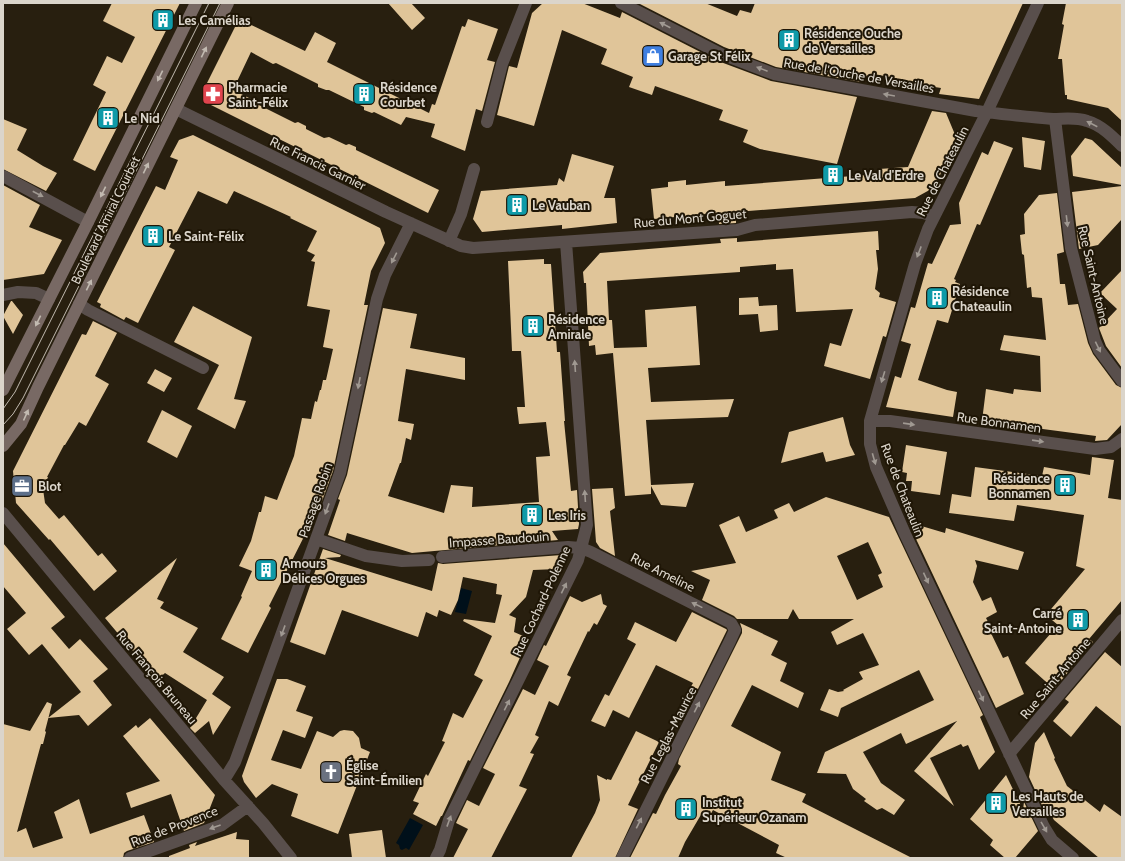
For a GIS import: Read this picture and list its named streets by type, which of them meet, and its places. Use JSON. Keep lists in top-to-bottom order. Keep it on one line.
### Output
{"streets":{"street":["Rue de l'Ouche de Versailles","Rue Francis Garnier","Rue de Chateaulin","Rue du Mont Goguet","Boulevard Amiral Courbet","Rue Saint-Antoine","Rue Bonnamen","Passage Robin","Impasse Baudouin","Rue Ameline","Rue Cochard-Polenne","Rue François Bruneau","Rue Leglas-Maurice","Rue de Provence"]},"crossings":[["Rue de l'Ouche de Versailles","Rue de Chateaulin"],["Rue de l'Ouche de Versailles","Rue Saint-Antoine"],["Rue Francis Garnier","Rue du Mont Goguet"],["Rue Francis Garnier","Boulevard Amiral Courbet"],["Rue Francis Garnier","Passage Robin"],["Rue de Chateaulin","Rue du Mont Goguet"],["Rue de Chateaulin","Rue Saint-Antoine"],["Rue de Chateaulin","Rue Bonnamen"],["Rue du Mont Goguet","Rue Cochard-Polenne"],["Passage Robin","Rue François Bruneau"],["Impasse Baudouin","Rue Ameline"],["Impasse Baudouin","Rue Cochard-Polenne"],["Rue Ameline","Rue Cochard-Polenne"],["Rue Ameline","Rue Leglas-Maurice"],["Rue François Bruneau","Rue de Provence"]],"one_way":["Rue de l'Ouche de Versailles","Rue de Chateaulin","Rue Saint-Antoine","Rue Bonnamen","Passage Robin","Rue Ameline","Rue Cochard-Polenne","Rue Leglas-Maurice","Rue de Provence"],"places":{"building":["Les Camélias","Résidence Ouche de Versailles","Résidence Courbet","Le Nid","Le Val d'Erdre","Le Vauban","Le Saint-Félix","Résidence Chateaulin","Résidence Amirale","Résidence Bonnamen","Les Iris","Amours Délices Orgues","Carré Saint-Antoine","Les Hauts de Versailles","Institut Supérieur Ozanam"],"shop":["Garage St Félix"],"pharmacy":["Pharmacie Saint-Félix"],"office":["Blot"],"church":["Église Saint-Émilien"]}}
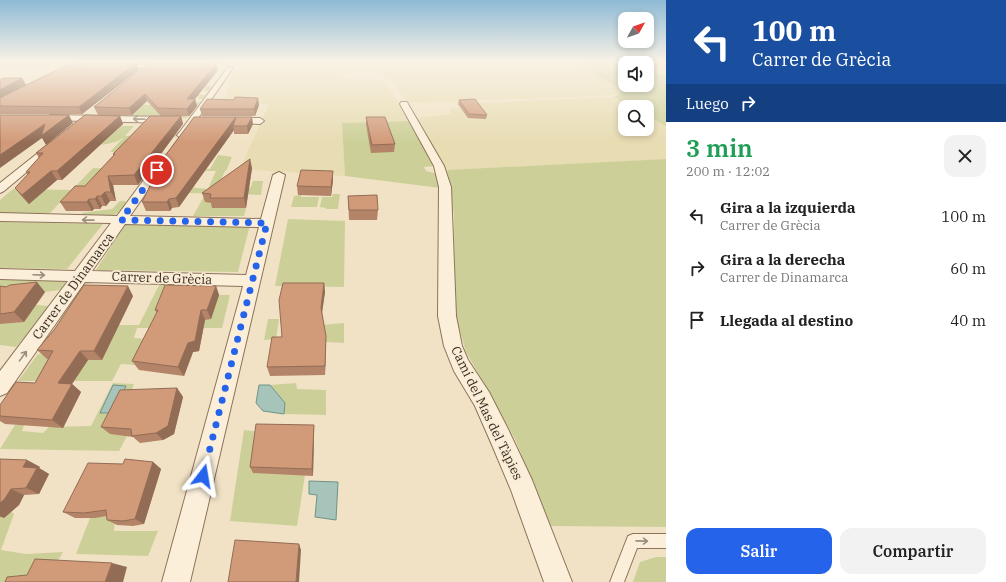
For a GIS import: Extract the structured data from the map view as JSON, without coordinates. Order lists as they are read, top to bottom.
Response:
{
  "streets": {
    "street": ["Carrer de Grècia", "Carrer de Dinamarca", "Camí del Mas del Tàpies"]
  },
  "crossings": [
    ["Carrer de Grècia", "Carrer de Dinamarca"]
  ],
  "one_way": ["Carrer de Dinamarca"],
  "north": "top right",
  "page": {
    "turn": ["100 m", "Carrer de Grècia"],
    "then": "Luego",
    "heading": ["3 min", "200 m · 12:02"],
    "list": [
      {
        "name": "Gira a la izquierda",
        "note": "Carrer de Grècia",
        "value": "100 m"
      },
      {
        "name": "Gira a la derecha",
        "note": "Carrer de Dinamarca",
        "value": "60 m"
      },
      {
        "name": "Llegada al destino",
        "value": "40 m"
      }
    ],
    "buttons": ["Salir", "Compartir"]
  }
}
....
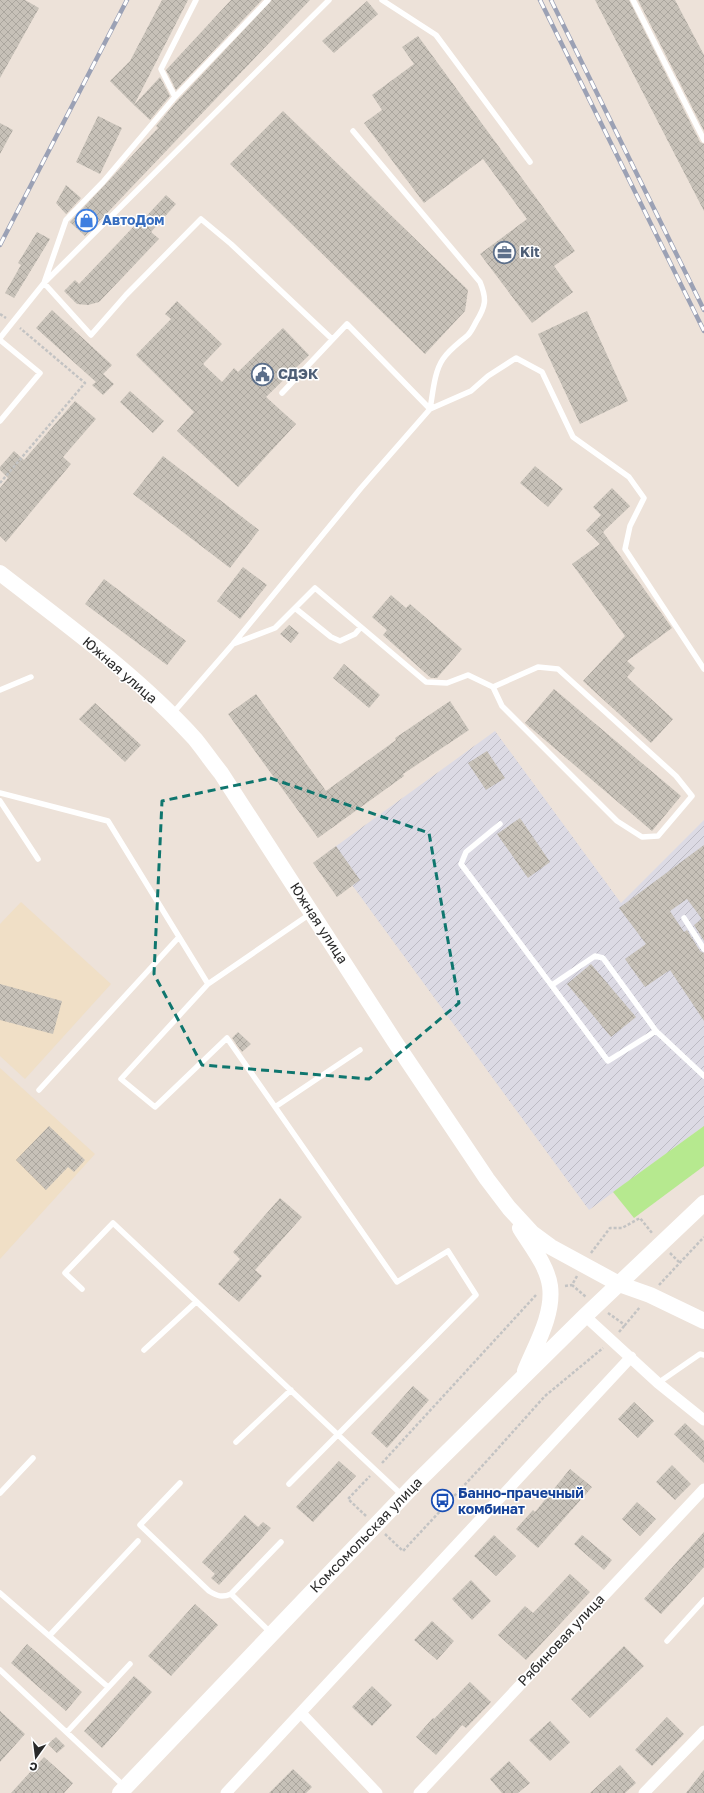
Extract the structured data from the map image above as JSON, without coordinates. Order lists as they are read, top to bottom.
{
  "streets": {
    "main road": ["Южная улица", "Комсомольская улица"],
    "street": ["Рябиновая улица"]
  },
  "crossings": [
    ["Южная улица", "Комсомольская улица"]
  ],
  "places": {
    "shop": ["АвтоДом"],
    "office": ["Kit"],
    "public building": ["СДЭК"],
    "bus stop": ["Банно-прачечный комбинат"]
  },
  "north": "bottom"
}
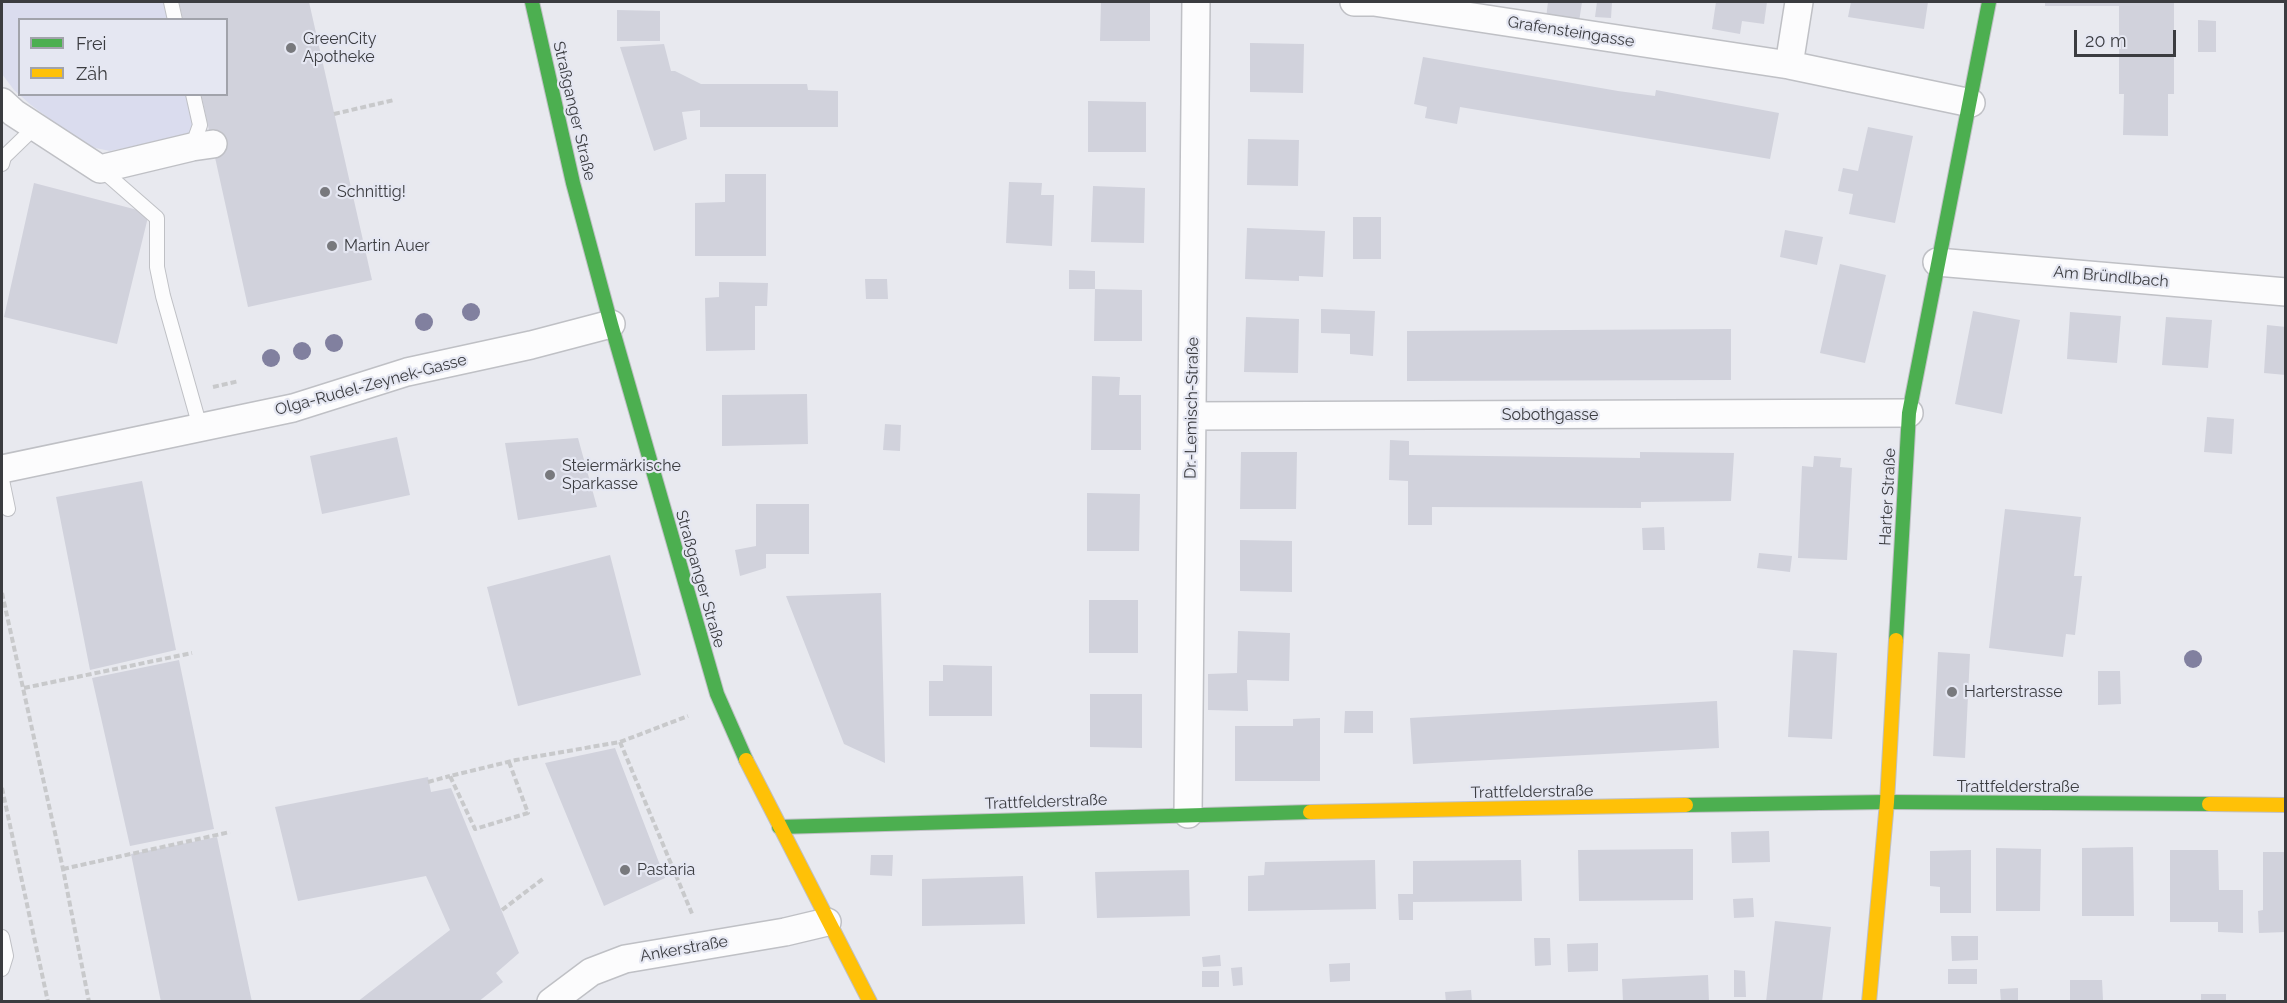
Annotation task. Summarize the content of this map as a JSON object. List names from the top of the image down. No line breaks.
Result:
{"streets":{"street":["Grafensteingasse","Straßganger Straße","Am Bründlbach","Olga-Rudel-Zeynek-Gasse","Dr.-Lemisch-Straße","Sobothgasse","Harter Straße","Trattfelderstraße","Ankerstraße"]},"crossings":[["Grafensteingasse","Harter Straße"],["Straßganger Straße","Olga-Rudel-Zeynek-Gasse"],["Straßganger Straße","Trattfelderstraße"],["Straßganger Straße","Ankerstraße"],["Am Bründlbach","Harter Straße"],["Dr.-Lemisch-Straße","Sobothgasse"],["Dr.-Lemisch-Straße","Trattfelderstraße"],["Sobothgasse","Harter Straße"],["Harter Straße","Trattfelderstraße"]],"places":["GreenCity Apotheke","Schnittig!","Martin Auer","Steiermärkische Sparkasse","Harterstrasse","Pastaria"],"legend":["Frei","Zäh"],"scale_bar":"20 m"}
....
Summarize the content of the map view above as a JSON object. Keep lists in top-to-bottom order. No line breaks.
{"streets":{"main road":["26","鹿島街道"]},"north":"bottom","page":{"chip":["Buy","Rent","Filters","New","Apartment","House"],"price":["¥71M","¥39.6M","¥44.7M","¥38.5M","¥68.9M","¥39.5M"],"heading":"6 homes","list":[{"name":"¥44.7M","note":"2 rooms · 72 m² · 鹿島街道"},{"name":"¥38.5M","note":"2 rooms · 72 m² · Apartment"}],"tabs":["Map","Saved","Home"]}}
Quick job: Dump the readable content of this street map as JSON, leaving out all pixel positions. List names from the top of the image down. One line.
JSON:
....
# [WHAT YOU HAVE TO DO]
Your answer must be every line from the listing above that holds the string "names".

# [COMPLETED EXERCISE]
Annotation task. Summarize the content of this map as a JSON object. List names from the top of the image down. No line breaks.
Quick job: Dump the readable content of this street map as JSON, leaving out all pixel positions. List names from the top of the image down. One line.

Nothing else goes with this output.